- **WORK INSTRUCTIONS**:
Beneath this task are records; print exactly the stretch of them from the line with "position:absolute; left:523px; top:375px;" through the line with "display:grid; place-items:center; width:40px;", both ends included.

(Stored items)
++++++

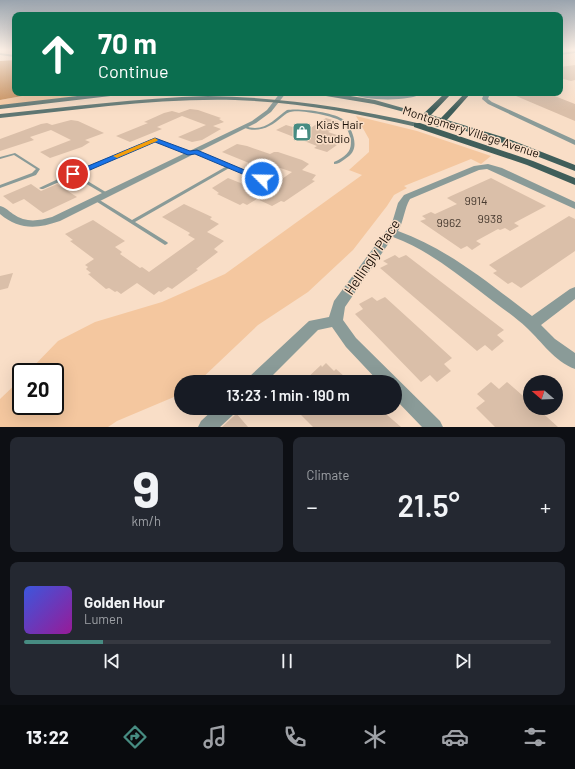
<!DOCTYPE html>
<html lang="en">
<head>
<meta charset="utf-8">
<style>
  body { margin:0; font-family:Barlow,sans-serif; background:#242831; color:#f1f3f6; height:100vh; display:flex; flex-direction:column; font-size:15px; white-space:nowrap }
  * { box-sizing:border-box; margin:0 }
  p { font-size:13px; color:#9ea1a6 }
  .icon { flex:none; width:22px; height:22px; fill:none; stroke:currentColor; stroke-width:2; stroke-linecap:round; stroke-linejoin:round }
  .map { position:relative; height:427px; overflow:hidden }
  .sheet { display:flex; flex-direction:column; gap:10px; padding:10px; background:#0d0f14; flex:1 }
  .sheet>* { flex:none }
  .banner { position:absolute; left:12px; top:12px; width:551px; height:84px; border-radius:8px; box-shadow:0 4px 16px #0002; background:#0b6e4f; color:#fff; overflow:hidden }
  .needle { width:26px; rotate:289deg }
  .fabs { position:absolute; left:523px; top:375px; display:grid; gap:8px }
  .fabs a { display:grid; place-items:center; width:40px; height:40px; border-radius:50%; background:#171b24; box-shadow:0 4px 16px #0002; font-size:20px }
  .speed { position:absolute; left:12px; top:363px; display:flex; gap:8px; font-size:20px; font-weight:700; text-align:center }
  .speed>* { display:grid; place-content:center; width:52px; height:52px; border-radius:50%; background:#171b24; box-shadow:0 4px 16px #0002; line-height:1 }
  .speed .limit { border:2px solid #111; border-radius:6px; background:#fff; color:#111 }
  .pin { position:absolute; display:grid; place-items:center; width:34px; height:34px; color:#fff; margin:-17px; border:2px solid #fff; border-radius:50%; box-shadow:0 1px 4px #0007 }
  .me { position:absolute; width:44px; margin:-22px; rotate:293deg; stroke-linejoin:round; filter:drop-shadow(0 0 3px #0008) }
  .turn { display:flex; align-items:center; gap:14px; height:84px; padding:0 20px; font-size:18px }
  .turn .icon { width:52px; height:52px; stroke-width:2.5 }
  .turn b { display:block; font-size:28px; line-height:34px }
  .big { font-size:30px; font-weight:600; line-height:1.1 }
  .sheet .widget { flex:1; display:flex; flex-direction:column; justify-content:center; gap:6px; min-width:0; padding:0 14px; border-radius:8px; background:#242831 }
  .sheet .dial { align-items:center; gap:0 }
  .dial b { font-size:52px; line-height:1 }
  .song { display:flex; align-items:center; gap:12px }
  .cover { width:48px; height:48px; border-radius:6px; background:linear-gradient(135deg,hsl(230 70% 55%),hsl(300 70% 35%)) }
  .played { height:4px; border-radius:2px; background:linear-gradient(90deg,#478c82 15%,#363941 15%) }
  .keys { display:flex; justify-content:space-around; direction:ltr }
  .heat { display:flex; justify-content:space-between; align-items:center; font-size:22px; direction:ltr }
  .sheet .tiles { flex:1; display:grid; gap:10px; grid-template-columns:1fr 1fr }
  .widget:last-child { grid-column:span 2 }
  .trip { position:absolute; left:174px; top:375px; width:228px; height:40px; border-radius:20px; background:#171b24; box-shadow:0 4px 16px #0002; font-weight:600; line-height:40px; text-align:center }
  .menu { display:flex; height:64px; justify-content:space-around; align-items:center; background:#090b0e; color:#9ea1a6 }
  .menu .icon { width:28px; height:28px }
  .menu .selected { color:#478c82 }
  .menu b { font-size:18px; color:#f1f3f6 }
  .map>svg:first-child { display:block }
</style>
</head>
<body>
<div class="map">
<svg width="575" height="427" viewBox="0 0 575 427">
  <rect width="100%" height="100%" fill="#f9dec7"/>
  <path fill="#f4c79f" d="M40,93H105L0,106V100Z
    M356,116L417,131L491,156L481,164L471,159L404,186L407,188L394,195L387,206L353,250L308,292L258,325L198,382H181V394L117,421L108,427H0V399L21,379V406H55V372H28L58,341L95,322L162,302L225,274L362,175L349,170L369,152V139Z"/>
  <path fill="#c58b56" d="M15,60V93H39L0,100V61Z"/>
  <path fill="#dabfa9" d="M575,65V80L571,81L560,78V67Z
    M509,93H547L575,104V121Z
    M190,109L198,110L221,118L219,119L224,122L213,126L221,129L202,140L192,142L178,137L206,125L182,116L157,127L152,125L162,129L130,142L116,136L148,123L144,122L164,113L172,111L179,113Z
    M326,118L339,122L330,128L333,129L328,132L337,135L333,138L339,140L334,144L337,145L327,152L314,148L317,146L276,130L286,125L306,131Z
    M71,120L78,121L104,133L85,140L90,142L82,147L50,158L40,152L71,140L51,130L30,137L34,140L0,151V139L41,124L47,123L52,125Z
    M237,144L247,146L270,154L274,152H278L302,160L309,164L302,170L316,175L312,180L315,181L284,202L281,201L272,206L257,199L247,205L243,203L240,205L217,194L219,193L212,188L228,178L263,192L292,172L260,161L254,165L222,152Z
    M491,178L546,206L514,223L519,226L510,231L505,228L500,230L498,229L476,241L481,244L472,250L467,246L461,249L420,221L426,219L422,216L431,212L435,214L457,204L447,198L451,196Z
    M31,184L41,191L57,184L77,197L43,213L24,199L13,204L3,196Z
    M184,204L212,217L210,219L219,224L207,232L224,241L214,249L218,252L196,269L198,270L172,289L168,287L161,292L159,291L154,295L137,283L121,294L117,291L115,292L109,288L106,289L88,274L91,273L86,269L88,267L85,265L94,259L70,241L73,240L65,234L93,220L125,241L115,247L122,252L120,254L140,268L142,267L149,272L195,239L188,235L190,233L162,217Z
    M569,216L575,219V251L521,288L512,282L508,284L493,273L497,271L489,265Z
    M395,255L399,258L406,255L504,330L497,335L504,341L492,351L485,345L477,351L380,268L388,264L383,261Z
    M13,273L8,288L0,290V276Z
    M372,297L377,301L385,297L452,358L444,364L451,371L437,382L430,375L421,382L355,314L363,309L359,304Z
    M326,363L334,371L336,369L345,377L340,382H303L321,365L322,367Z
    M491,382L499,389L507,382L530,402V408H537L558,427H495L476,408L485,401L477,394Z
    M294,408H379L401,427H313Z
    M236,413L248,427H222L235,415Z"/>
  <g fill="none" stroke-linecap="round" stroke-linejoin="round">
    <path fill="#8a9b98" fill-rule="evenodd" d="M287,110C299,108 334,112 344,120C347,123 349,127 351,130C356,142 357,152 345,159C341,162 338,164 334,164V162C349,155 355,148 348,131C346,127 344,123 341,121C333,116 299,109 290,112C286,113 285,115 282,117C271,127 257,134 243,127L245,126C248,127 252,128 255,128C268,128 277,117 287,110Z
      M153,139L160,140L192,154L191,155H189L158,142L153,141L76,174L109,194V195L107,196L73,176L43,189H41L39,188L71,173Z
      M194,150H196L264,179L262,180H260L231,167L135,222L167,242L168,243L167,244L165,245L94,200V199H98L132,220L227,166L194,152Z
      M15,153L40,169L36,175L0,188V185L32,173L36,169L14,155L0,159V157Z"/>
    <path fill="#8a9b98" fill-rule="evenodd" d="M575,51V53L560,55V53Z
      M0,53L15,55V57L0,55Z
      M280,93H286L271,112L256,123L60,221C37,229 19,230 0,214V206C5,207 9,211 13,214C26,223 38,221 52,217L252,121L267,110Z
      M350,93L395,96L423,93C411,102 362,101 350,93Z
      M484,93H490L488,99L492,102L575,140V145L488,104L482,99Z
      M488,164L502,168L575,202V209L487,169L479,170L410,199C404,209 404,221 398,231C448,249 490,284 532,316L570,289L575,287V299L541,325L555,339L575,353V369C554,361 542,342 527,328C513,315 496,304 481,292C453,271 426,249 393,237L345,307L343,320L356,338L440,421L443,427H422L395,399V382H379L346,347L332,327L318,330L266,382H247L249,377L309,321L329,317L334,301L392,223L398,203L404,195L474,166Z
      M215,408H236L234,414L220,427H198L201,421Z"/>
    <path fill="#5f7773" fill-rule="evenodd" d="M103,93H122L119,95L0,109V105Z
      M317,93H332L375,100L431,116L427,118L374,104L320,95Z
      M208,96C279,97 348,107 417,123L421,125L417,127C357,113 297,102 235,100C156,98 78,110 0,118V114C69,107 138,98 208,96Z"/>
    <path fill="#405e5a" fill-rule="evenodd" d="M445,93H452L431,115L441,118L465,93H471L447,120L506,138L575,165V171L500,142L444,124L442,127H436L435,125L438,122L428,119L426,121H420V117Z
      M414,123H420L533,161L575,178V185L527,165L414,127Z"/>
  </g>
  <linearGradient id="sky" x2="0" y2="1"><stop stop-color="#9aa4ae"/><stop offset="0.45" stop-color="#fcf0e6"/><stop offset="1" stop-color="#fcf0e6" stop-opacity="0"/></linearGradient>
  <rect width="575" height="110" fill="url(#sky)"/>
  <path fill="#1a73e8" stroke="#114b97" d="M155,138L190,151L197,150L266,179L265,181H259L195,154L188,155L155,142L76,176H70L69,174Z"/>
  <path fill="#f59e0b" d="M155,138L158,140L157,141L119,157L117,158L113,156Z"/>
  <defs>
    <symbol id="shop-square" viewBox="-11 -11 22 22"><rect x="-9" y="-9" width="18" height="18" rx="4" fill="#478c82" stroke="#f9dec7"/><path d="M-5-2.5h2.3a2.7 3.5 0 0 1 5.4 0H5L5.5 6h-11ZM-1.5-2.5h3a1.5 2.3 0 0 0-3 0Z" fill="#fff"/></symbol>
  </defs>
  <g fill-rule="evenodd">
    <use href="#shop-square" x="291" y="121" width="22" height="22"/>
  </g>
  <g text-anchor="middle" stroke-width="3" stroke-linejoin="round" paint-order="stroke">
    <g font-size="12" fill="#180f07" stroke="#f9dec7" text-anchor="start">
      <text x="316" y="129">Kia's Hair<tspan x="316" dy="14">Studio</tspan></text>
    </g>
    <g font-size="12" fill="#180f07" stroke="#f9dec7">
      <text transform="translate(471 132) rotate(18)" y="4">Montgomery Village Avenue</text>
    </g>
    <g font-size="12" fill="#483b30">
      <text x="476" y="205">9914</text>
      <text x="490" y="223">9938</text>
      <text x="449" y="227">9962</text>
    </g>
    <g font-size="14" fill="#180f07" stroke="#f9dec7">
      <text transform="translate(372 257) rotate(-56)" y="5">Hellingly Place</text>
    </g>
  </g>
</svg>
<div class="fabs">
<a><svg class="needle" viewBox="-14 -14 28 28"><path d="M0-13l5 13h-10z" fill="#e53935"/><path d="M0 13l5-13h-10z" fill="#9ea1a6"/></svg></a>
</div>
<div class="speed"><div class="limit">20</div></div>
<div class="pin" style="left:73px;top:174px;background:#d93025"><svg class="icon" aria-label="arrive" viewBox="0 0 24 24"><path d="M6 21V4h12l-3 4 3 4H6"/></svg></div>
<svg class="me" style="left:262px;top:179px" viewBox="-20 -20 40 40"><circle r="17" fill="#1a73e8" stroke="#fff" stroke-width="3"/><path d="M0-11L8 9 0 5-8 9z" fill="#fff"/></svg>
<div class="trip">13:23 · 1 min · 190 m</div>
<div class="banner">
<div class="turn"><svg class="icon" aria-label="ahead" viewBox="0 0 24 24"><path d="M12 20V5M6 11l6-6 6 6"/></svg><div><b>70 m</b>Continue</div></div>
</div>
</div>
<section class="sheet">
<div class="tiles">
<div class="widget dial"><b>9</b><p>km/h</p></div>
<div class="widget"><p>Climate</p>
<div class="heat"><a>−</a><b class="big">21.5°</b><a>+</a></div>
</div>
<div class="widget">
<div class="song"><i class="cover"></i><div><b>Golden Hour</b><p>Lumen</p></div></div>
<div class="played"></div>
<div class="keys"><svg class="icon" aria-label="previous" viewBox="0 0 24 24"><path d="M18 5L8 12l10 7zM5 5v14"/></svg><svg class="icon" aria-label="pause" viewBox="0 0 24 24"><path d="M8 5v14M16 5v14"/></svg><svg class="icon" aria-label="next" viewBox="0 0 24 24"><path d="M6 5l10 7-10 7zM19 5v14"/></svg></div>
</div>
</div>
</section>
<nav class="menu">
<b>13:22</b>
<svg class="icon selected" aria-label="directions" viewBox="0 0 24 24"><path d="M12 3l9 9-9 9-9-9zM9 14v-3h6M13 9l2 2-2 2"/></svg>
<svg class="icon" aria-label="music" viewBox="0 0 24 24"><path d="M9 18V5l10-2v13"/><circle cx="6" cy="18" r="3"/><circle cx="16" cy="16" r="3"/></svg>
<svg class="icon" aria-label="phone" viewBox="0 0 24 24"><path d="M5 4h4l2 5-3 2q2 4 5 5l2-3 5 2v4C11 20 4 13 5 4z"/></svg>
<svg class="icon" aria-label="climate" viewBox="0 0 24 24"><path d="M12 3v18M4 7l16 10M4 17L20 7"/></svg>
<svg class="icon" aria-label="car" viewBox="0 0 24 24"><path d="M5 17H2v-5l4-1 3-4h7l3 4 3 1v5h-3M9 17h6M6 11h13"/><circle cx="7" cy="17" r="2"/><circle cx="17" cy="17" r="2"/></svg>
<svg class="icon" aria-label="filters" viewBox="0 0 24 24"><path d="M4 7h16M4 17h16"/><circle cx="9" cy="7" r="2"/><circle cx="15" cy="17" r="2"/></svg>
</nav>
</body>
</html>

++++++

- **YOUR SOLUTION**:
  .fabs { position:absolute; left:523px; top:375px; display:grid; gap:8px }
  .fabs a { display:grid; place-items:center; width:40px; height:40px; border-radius:50%; background:#171b24; box-shadow:0 4px 16px #0002; font-size:20px }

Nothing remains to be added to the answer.